Diabetes occurs in people with a predisposition due to changes in hormones during pregnancy. Diabetes is seen in 6-7% of all pregnancies according to the characteristics of the society. 90% of these are gestational, that is, diabetes that occurs during pregnancy.
The incidence is higher in mothers over the age of 35, obese, previously gave birth to portly babies or those with diabetes occurring during pregnancy, and those with a family member with diabetes.
Gestational diabetes is detected by the oral glucose tolerance test performed at 24-28 weeks of gestation. These tests are performed in every pregnancy. Diagnostic test of gestational diabetes, whose real scientific name is “Glucose Tolerance Test”, which is known as oral glucose tolerance test in pregnancy, does not harm the mother or the fetus.
Oral glucose tolerance test is done in one stage or two stages. In the 75 g glucose single stage loading test, blood values are measured at the 1st and 2nd hour after sugar is drunk after 8 hours of fasting.
On the other hand, the 50 g sugar test is the test performed without hunger and the blood glucose is measured at the 1st hour and if it is high, it is the tests where the blood glucose values of 100 g at the 1st, 2nd and 3rd hours are checked. Tests that only examine pre-prandial and postprandial blood glucose are not an alternative to these tests.
In patients with gestational diabetes, the treatment is to keep blood sugar regulation at normal levels with diet and exercise. If it is not successful, insulin should be applied in the treatment. Self-monitoring of blood glucose is taught at home and medical nutrition therapy is explained.

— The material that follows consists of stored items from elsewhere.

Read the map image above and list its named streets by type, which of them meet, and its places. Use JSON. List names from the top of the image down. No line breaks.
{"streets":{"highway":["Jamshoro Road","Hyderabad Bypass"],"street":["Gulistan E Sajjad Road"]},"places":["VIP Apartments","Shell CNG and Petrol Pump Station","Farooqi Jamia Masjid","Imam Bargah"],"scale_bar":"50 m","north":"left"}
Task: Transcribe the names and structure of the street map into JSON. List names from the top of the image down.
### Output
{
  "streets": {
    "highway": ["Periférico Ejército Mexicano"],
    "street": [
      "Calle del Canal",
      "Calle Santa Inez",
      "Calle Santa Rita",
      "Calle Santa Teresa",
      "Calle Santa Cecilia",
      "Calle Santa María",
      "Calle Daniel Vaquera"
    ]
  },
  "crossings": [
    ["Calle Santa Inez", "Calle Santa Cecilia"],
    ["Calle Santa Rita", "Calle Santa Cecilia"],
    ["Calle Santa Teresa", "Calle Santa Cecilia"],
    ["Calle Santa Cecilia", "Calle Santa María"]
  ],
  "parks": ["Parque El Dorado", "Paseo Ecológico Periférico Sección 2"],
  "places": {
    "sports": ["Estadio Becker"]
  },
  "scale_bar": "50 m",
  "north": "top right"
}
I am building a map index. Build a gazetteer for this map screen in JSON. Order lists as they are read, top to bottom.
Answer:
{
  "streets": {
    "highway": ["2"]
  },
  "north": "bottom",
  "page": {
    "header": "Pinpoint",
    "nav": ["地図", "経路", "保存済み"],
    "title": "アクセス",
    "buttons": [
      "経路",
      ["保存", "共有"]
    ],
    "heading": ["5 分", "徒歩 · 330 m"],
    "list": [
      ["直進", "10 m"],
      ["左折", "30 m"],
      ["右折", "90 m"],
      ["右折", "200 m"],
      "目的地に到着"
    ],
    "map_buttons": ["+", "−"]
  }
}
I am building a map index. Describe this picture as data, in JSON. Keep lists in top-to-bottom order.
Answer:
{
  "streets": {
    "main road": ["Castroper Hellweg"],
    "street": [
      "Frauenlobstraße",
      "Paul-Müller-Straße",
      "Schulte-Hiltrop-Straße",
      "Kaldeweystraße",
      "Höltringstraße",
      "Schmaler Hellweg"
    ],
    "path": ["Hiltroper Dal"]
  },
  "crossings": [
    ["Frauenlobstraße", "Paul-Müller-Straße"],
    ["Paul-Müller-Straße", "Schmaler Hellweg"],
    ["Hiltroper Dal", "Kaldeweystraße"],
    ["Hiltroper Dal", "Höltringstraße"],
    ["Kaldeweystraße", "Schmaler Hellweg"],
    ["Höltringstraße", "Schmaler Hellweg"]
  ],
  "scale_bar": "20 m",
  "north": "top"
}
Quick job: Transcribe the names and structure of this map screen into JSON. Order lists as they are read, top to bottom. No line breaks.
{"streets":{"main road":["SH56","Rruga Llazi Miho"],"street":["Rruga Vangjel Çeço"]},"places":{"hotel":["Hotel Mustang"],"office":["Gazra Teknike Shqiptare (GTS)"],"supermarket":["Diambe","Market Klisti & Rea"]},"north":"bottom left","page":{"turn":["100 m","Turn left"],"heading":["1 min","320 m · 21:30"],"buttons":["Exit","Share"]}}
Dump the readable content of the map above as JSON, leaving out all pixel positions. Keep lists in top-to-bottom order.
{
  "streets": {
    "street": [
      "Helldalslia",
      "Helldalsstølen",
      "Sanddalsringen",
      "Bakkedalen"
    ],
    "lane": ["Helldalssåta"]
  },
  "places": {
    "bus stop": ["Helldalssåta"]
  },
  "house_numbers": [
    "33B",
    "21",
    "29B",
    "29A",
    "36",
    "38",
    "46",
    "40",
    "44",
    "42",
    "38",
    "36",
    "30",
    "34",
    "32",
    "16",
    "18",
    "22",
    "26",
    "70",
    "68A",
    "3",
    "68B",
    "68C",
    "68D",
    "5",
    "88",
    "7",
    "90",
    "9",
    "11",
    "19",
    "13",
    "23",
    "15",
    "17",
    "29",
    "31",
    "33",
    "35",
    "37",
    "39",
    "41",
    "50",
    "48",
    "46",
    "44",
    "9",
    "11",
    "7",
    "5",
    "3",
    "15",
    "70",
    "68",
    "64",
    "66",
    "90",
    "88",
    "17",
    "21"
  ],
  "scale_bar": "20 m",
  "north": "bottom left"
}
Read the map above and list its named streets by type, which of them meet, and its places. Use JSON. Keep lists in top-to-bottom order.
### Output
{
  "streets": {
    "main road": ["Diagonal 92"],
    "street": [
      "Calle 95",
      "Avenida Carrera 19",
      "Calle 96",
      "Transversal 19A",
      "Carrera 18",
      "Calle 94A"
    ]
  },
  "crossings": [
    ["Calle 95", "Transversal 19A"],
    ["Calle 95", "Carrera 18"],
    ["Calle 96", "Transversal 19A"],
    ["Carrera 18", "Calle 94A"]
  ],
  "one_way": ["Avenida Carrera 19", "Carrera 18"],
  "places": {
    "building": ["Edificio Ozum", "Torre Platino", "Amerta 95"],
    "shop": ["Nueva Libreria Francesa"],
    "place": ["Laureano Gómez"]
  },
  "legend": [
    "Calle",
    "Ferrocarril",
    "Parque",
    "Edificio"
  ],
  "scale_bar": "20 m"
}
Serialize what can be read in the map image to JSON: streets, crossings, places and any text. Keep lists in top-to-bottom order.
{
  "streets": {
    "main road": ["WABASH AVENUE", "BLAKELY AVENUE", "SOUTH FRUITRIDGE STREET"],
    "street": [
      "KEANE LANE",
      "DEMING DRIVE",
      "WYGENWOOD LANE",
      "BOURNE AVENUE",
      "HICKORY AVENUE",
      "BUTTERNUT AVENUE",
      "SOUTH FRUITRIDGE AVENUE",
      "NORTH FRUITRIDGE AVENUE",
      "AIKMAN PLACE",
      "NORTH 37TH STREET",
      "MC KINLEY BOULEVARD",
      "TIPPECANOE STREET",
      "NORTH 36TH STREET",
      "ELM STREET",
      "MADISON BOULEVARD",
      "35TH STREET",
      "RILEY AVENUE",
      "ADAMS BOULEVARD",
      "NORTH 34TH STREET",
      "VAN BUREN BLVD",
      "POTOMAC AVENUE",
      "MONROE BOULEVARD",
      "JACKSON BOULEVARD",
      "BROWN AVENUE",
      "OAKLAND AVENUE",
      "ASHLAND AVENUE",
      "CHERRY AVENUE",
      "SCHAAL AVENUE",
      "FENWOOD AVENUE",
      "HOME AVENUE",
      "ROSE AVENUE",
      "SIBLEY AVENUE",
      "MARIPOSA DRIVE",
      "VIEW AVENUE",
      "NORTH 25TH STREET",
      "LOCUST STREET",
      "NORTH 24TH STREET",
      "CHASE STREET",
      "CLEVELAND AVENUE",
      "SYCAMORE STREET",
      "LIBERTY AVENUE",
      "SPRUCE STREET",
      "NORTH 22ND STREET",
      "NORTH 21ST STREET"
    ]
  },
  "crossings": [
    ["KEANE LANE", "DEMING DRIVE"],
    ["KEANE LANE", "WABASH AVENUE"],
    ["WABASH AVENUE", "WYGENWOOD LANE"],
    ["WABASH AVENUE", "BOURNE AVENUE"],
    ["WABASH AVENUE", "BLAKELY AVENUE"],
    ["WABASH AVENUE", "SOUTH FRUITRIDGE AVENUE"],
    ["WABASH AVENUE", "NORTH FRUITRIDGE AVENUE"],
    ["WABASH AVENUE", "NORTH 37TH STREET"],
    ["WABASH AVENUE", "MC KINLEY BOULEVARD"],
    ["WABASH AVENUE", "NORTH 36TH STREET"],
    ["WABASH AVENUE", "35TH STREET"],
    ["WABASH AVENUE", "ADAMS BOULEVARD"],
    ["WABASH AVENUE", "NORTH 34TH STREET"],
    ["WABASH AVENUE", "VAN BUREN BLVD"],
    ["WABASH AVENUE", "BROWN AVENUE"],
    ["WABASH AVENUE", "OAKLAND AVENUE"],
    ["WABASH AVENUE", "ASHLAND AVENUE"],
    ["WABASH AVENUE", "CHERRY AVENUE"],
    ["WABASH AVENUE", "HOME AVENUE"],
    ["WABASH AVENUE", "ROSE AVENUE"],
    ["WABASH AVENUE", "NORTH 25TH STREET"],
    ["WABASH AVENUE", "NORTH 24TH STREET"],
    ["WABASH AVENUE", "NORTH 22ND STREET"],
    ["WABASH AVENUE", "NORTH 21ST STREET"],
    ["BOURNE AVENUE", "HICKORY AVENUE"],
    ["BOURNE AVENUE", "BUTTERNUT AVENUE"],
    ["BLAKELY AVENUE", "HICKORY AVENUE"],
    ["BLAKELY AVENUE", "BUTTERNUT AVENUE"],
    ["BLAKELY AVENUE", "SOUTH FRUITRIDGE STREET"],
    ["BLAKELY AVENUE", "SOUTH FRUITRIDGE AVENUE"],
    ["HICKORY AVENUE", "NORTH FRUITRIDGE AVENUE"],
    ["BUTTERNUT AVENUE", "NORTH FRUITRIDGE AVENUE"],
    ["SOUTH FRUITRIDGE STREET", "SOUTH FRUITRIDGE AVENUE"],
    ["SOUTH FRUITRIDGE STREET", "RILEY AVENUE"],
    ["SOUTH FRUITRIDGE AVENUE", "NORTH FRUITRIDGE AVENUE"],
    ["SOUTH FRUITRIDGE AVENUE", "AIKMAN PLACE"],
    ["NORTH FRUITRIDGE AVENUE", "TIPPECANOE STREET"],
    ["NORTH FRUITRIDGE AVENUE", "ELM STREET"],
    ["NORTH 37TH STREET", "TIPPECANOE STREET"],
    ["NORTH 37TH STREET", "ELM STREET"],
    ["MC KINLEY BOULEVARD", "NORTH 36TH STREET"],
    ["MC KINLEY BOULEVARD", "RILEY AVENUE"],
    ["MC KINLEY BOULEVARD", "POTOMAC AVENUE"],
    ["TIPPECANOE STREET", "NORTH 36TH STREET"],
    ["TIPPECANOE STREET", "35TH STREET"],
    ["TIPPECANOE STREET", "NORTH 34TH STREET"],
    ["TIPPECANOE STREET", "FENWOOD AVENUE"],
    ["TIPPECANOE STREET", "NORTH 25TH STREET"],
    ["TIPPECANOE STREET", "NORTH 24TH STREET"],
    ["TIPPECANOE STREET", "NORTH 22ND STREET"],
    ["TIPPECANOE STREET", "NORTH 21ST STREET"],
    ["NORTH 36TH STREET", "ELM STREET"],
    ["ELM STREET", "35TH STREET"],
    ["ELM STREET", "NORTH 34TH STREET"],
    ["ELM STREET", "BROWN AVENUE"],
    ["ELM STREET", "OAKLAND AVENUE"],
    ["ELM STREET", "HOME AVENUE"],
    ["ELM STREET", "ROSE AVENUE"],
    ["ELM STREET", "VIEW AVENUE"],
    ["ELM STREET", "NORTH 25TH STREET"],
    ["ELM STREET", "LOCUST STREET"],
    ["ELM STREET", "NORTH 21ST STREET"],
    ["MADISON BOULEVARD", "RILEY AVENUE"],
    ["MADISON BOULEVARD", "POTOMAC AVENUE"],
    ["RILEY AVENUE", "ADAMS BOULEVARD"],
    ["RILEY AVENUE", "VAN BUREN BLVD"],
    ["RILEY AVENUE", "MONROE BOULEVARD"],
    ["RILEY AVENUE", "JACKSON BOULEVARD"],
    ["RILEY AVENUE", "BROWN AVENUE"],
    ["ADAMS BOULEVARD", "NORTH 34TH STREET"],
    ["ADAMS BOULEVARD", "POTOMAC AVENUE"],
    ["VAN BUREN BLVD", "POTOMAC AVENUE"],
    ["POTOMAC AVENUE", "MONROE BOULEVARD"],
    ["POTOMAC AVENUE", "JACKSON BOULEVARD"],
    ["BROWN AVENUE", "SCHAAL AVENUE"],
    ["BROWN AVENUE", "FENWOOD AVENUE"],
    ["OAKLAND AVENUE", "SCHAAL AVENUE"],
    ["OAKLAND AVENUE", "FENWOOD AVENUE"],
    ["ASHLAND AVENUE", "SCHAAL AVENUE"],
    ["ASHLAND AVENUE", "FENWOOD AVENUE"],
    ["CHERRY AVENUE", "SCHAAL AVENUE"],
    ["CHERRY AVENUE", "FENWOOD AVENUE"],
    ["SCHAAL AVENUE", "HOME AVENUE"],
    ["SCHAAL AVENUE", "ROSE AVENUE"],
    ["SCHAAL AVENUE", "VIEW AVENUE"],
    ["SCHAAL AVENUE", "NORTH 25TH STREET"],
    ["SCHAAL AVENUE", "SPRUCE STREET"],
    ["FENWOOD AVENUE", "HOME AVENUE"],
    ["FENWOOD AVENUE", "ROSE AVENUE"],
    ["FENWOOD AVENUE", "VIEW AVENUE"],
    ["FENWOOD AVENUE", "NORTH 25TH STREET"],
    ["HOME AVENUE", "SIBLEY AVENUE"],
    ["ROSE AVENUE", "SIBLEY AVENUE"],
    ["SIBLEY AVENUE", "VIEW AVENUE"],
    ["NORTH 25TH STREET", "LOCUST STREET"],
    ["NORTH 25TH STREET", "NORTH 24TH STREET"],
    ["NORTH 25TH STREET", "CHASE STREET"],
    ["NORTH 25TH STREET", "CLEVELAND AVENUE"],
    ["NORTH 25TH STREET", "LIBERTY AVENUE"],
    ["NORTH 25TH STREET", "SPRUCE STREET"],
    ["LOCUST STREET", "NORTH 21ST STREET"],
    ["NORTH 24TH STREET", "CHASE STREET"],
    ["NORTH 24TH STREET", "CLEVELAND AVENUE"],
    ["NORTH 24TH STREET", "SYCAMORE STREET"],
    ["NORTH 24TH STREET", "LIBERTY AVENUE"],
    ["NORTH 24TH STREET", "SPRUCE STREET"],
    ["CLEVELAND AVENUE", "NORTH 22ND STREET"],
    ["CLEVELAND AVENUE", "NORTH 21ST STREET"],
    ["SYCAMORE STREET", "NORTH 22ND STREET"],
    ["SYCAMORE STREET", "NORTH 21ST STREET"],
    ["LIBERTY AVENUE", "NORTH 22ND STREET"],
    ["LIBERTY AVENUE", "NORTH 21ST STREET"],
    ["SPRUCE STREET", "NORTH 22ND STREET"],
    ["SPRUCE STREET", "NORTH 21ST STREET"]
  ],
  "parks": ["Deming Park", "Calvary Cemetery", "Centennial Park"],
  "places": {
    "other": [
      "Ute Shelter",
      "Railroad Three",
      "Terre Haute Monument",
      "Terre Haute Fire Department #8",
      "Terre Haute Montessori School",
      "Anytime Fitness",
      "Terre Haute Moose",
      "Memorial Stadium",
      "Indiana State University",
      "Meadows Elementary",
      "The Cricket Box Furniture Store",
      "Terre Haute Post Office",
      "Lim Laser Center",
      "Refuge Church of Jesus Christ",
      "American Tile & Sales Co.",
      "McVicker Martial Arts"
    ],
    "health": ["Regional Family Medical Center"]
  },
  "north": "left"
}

The purpose of medical nutrition therapy is to regulate the carbohydrate, protein and fat balance in the diet of the pregnant woman. It is aimed to keep pre-prandial blood glucose below 95 mg / dl and to keep the 1st hour postprandial blood glucose below 145 and the 2nd hour postprandial blood glucose below 125.
If the targeted blood glucose levels are not reached with medical nutrition therapy and exercise, insulin therapy is recommended for the pregnant woman. After the insulin is started, the pregnant woman should continue to diet and measure blood glucose by herself.